[Work to be completed] Identify every line in the records below that contains the word "Manhattan", and copy each of those lines.

[Data records]
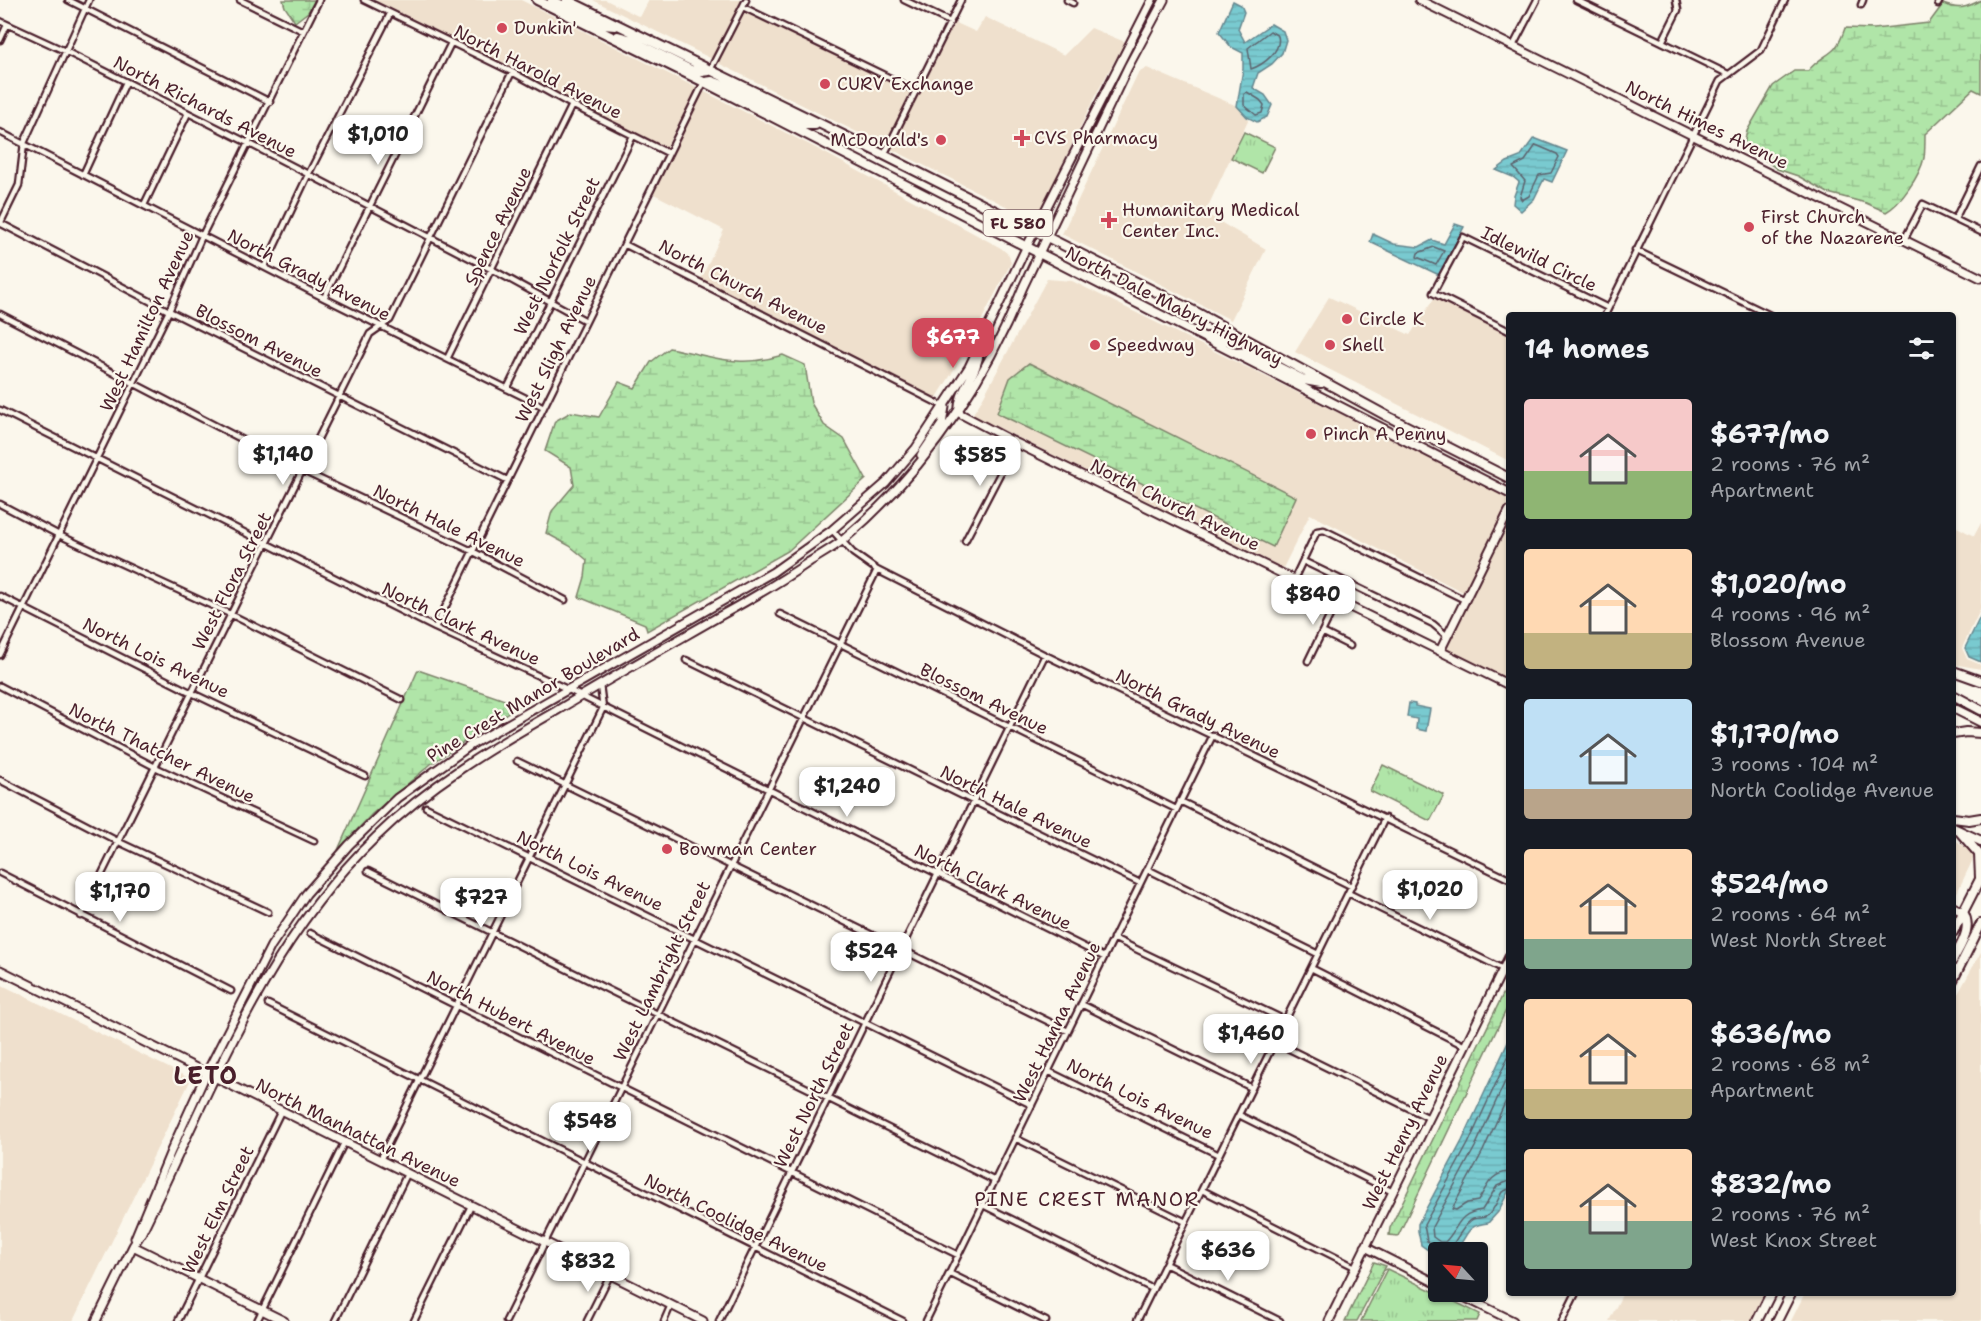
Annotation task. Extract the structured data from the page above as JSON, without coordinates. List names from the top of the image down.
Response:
{
  "streets": {
    "main road": [
      "North Himes Avenue",
      "FL 580",
      "North Church Avenue",
      "North Dale Mabry Highway",
      "Pine Crest Manor Boulevard",
      "West Henry Avenue",
      "North Manhattan Avenue"
    ],
    "street": [
      "North Harold Avenue",
      "North Richards Avenue",
      "Spence Avenue",
      "West Norfolk Street",
      "Idlewild Circle",
      "North Grady Avenue",
      "West Hamilton Avenue",
      "Blossom Avenue",
      "West Sligh Avenue",
      "North Hale Avenue",
      "West Flora Street",
      "North Clark Avenue",
      "North Lois Avenue",
      "North Thatcher Avenue",
      "West Lambright Street",
      "North Hubert Avenue",
      "West Hanna Avenue",
      "West North Street",
      "West Elm Street",
      "North Coolidge Avenue"
    ]
  },
  "crossings": [
    ["North Harold Avenue", "Spence Avenue"],
    ["North Harold Avenue", "West Norfolk Street"],
    ["North Harold Avenue", "West Sligh Avenue"],
    ["North Harold Avenue", "West Flora Street"],
    ["North Richards Avenue", "Spence Avenue"],
    ["North Richards Avenue", "West Norfolk Street"],
    ["North Richards Avenue", "West Hamilton Avenue"],
    ["North Richards Avenue", "West Sligh Avenue"],
    ["North Richards Avenue", "West Flora Street"],
    ["Spence Avenue", "North Grady Avenue"],
    ["West Norfolk Street", "North Grady Avenue"],
    ["North Grady Avenue", "West Hamilton Avenue"],
    ["North Grady Avenue", "West Sligh Avenue"],
    ["North Grady Avenue", "West Flora Street"],
    ["North Grady Avenue", "Pine Crest Manor Boulevard"],
    ["North Grady Avenue", "West Lambright Street"],
    ["North Grady Avenue", "West Hanna Avenue"],
    ["North Grady Avenue", "West North Street"],
    ["North Church Avenue", "West Sligh Avenue"],
    ["North Church Avenue", "Pine Crest Manor Boulevard"],
    ["North Dale Mabry Highway", "West Sligh Avenue"],
    ["North Dale Mabry Highway", "Pine Crest Manor Boulevard"],
    ["West Hamilton Avenue", "Blossom Avenue"],
    ["West Hamilton Avenue", "North Hale Avenue"],
    ["West Hamilton Avenue", "North Clark Avenue"],
    ["West Hamilton Avenue", "North Lois Avenue"],
    ["Blossom Avenue", "West Sligh Avenue"],
    ["Blossom Avenue", "West Flora Street"],
    ["Blossom Avenue", "West Lambright Street"],
    ["Blossom Avenue", "West Hanna Avenue"],
    ["Blossom Avenue", "West North Street"],
    ["West Sligh Avenue", "North Hale Avenue"],
    ["West Sligh Avenue", "North Clark Avenue"],
    ["North Hale Avenue", "West Flora Street"],
    ["North Hale Avenue", "West Lambright Street"],
    ["North Hale Avenue", "West Hanna Avenue"],
    ["North Hale Avenue", "West North Street"],
    ["West Flora Street", "North Clark Avenue"],
    ["West Flora Street", "North Lois Avenue"],
    ["West Flora Street", "North Thatcher Avenue"],
    ["North Clark Avenue", "Pine Crest Manor Boulevard"],
    ["North Clark Avenue", "West Lambright Street"],
    ["North Clark Avenue", "West Hanna Avenue"],
    ["North Clark Avenue", "West North Street"],
    ["North Lois Avenue", "West Lambright Street"],
    ["North Lois Avenue", "West Hanna Avenue"],
    ["North Lois Avenue", "West North Street"],
    ["Pine Crest Manor Boulevard", "North Manhattan Avenue"],
    ["West Lambright Street", "North Hubert Avenue"],
    ["West Lambright Street", "North Manhattan Avenue"],
    ["West Lambright Street", "North Coolidge Avenue"],
    ["North Hubert Avenue", "West Hanna Avenue"],
    ["North Hubert Avenue", "West North Street"],
    ["West North Street", "North Coolidge Avenue"],
    ["North Manhattan Avenue", "West Elm Street"]
  ],
  "districts": ["LETO", "PINE CREST MANOR"],
  "places": {
    "other": [
      "Dunkin'",
      "CURV Exchange",
      "McDonald's",
      "First Church of the Nazarene",
      "Circle K",
      "Speedway",
      "Shell",
      "Pinch A Penny",
      "Bowman Center"
    ],
    "health": ["CVS Pharmacy", "Humanitary Medical Center Inc."]
  },
  "north": "top left",
  "page": {
    "price": [
      "$1,010",
      "$677",
      "$1,140",
      "$585",
      "$840",
      "$1,240",
      "$1,020",
      "$1,170",
      "$727",
      "$524",
      "$1,460",
      "$548",
      "$636",
      "$832"
    ],
    "heading": "14 homes",
    "list": [
      {
        "name": "$677/mo",
        "note": "2 rooms · 76 m² · Apartment"
      },
      {
        "name": "$1,020/mo",
        "note": "4 rooms · 96 m² · Blossom Avenue"
      },
      {
        "name": "$1,170/mo",
        "note": "3 rooms · 104 m² · North Coolidge Avenue"
      },
      {
        "name": "$524/mo",
        "note": "2 rooms · 64 m² · West North Street"
      },
      {
        "name": "$636/mo",
        "note": "2 rooms · 68 m² · Apartment"
      },
      {
        "name": "$832/mo",
        "note": "2 rooms · 76 m² · West Knox Street"
      }
    ]
  }
}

[Exercise result]
      "North Manhattan Avenue"
    ["Pine Crest Manor Boulevard", "North Manhattan Avenue"],
    ["West Lambright Street", "North Manhattan Avenue"],
    ["North Manhattan Avenue", "West Elm Street"]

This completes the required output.